WHAT IS REQUIRED | Leave the images out, and copy each of the records below exactly.

[Records from a dataset]
::::::
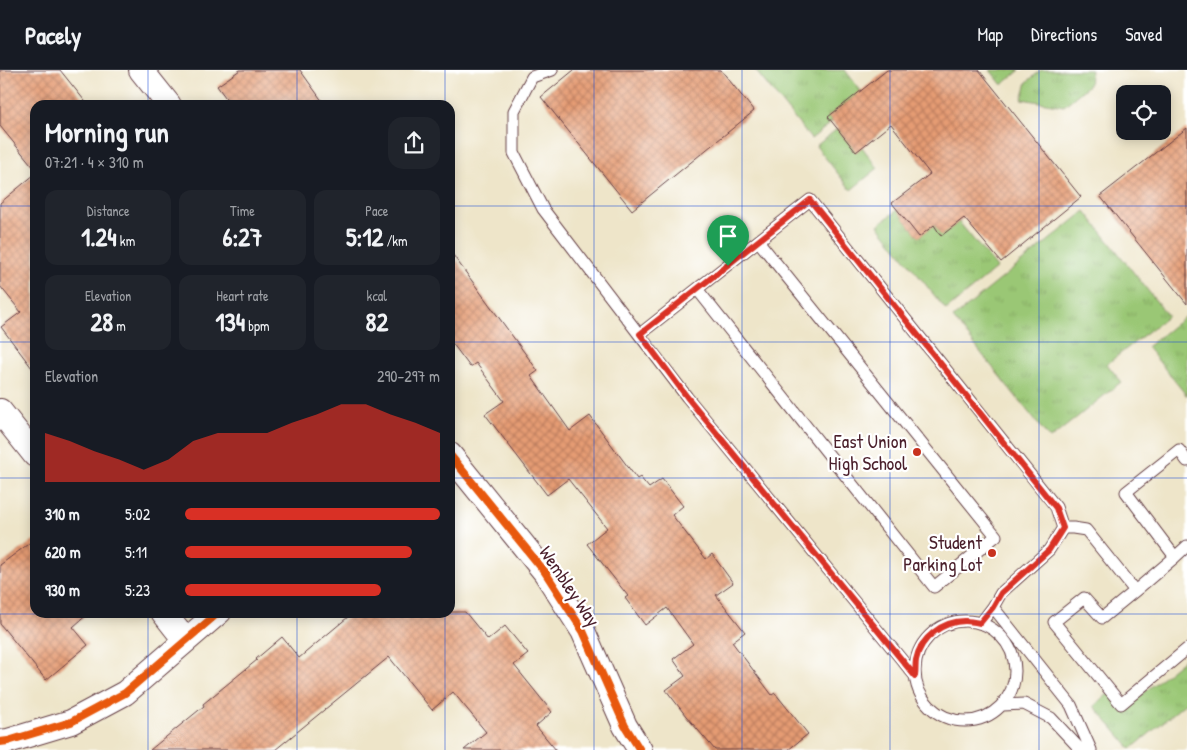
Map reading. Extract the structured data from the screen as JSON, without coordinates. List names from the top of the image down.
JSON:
{
  "streets": {
    "street": ["Wembley Way"]
  },
  "places": ["East Union High School", "Student Parking Lot"],
  "page": {
    "header": "Pacely",
    "nav": ["Map", "Directions", "Saved"],
    "heading": ["Morning run", "07:21 · 4 × 310 m"],
    "stats": [
      ["Distance", "1.24 km"],
      ["Time", "6:27"],
      ["Pace", "5:12 /km"],
      ["Elevation", "28 m"],
      ["Heart rate", "134 bpm"],
      ["kcal", "82"]
    ],
    "chart": ["Elevation", "290–297 m"],
    "list": [
      {
        "name": "310 m",
        "note": "5:02"
      },
      {
        "name": "620 m",
        "note": "5:11"
      },
      {
        "name": "930 m",
        "note": "5:23"
      }
    ]
  }
}
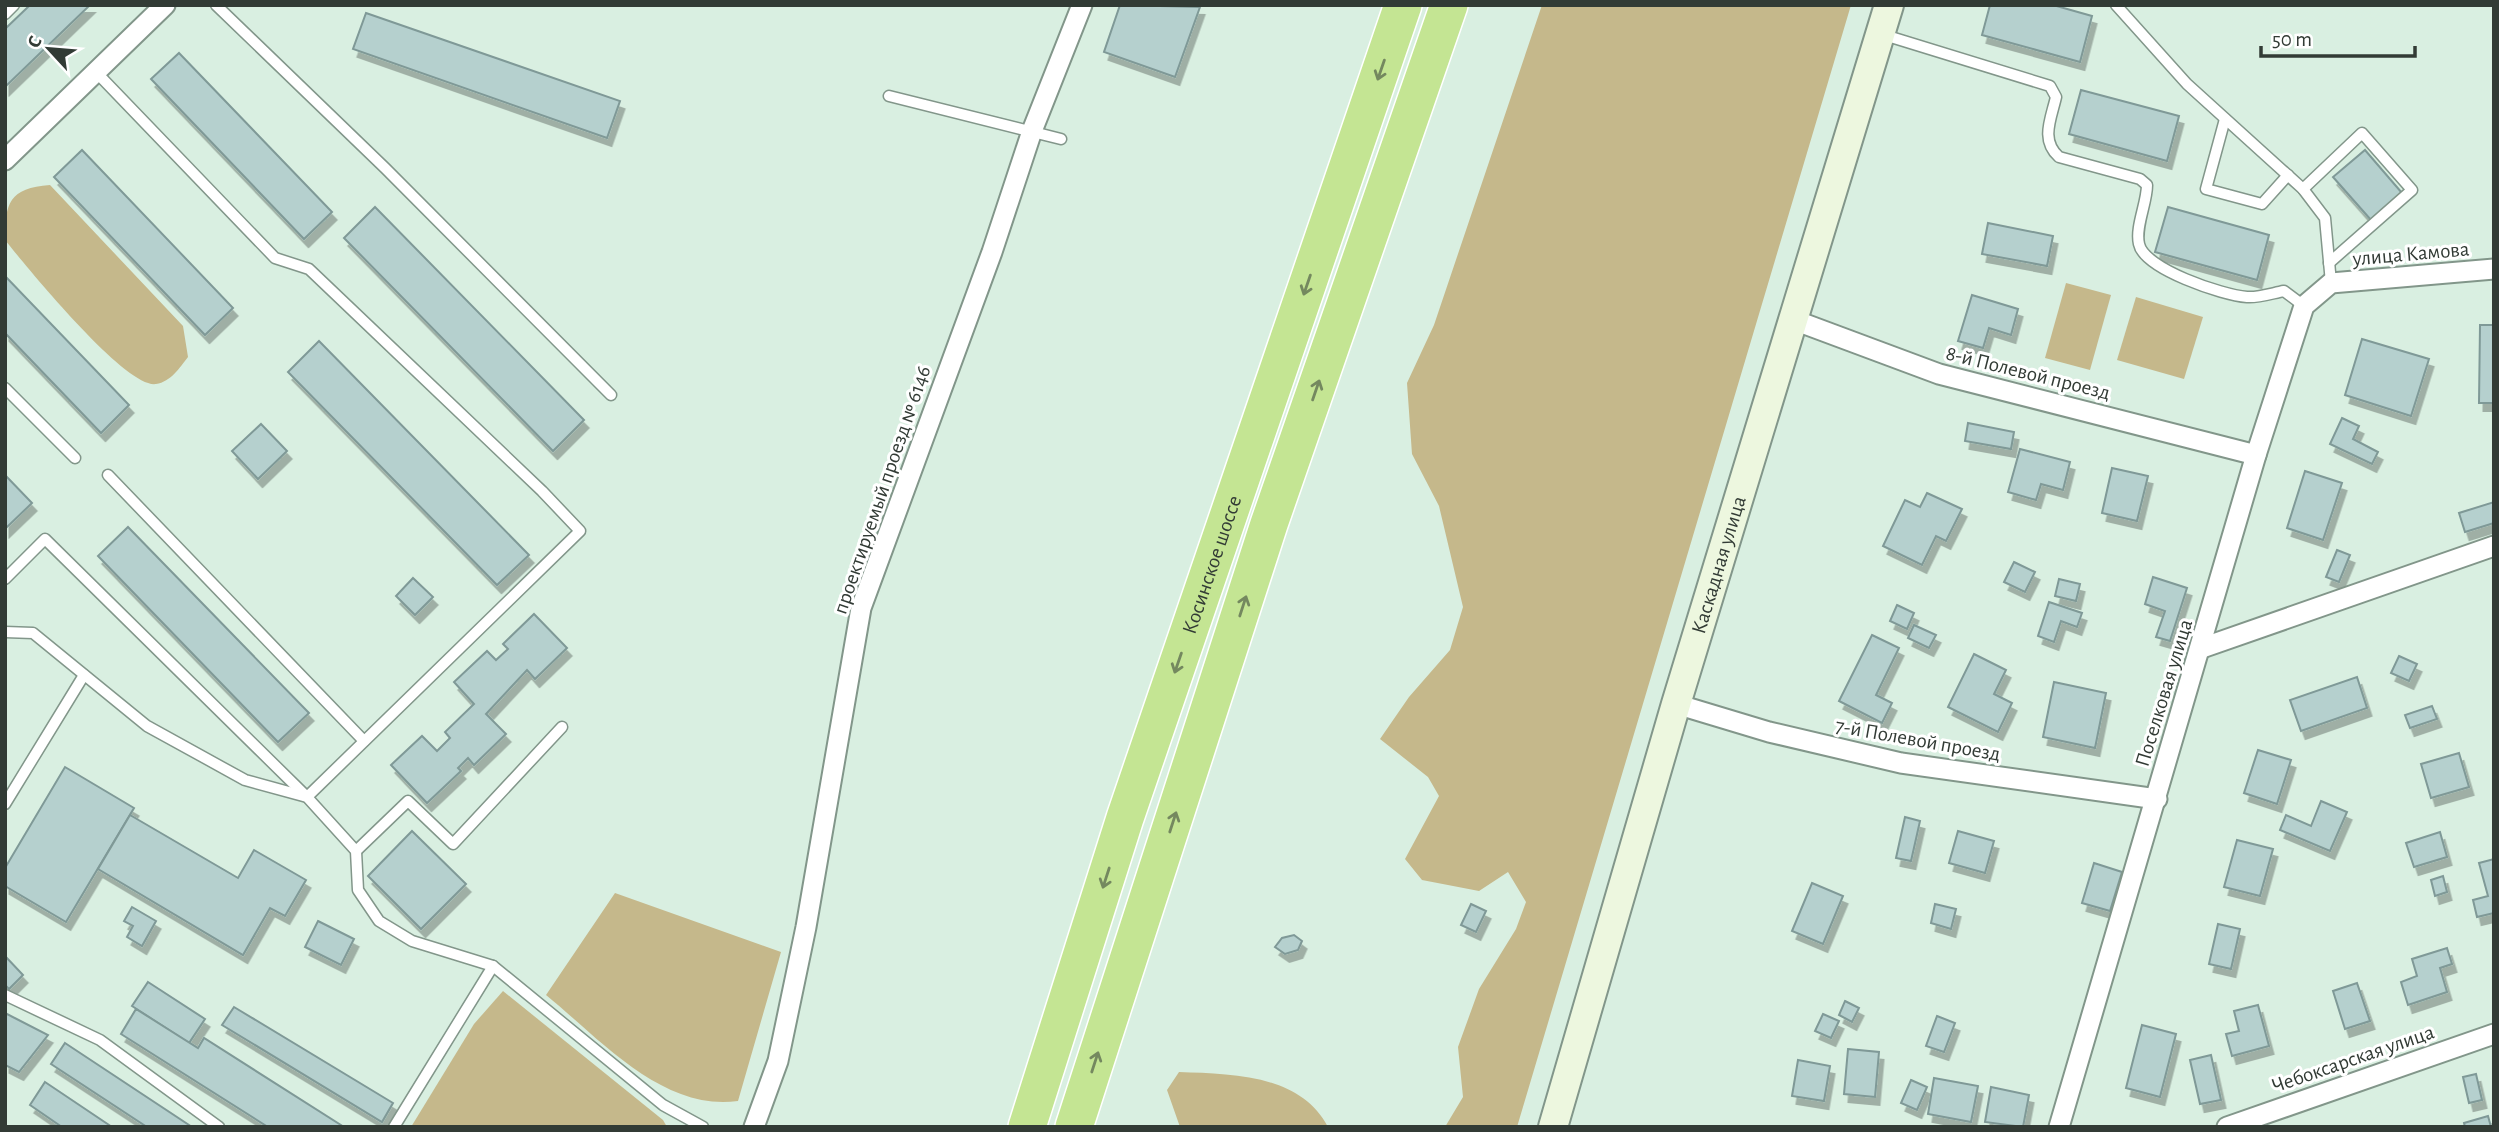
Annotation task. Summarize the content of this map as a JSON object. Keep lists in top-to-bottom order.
::::::
REPLY TO THE TASK |
Map reading. Extract the structured data from the screen as JSON, without coordinates. List names from the top of the image down.
JSON:
{
  "streets": {
    "street": ["Wembley Way"]
  },
  "places": ["East Union High School", "Student Parking Lot"],
  "page": {
    "header": "Pacely",
    "nav": ["Map", "Directions", "Saved"],
    "heading": ["Morning run", "07:21 · 4 × 310 m"],
    "stats": [
      ["Distance", "1.24 km"],
      ["Time", "6:27"],
      ["Pace", "5:12 /km"],
      ["Elevation", "28 m"],
      ["Heart rate", "134 bpm"],
      ["kcal", "82"]
    ],
    "chart": ["Elevation", "290–297 m"],
    "list": [
      {
        "name": "310 m",
        "note": "5:02"
      },
      {
        "name": "620 m",
        "note": "5:11"
      },
      {
        "name": "930 m",
        "note": "5:23"
      }
    ]
  }
}
Annotation task. Summarize the content of this map as a JSON object. Keep lists in top-to-bottom order.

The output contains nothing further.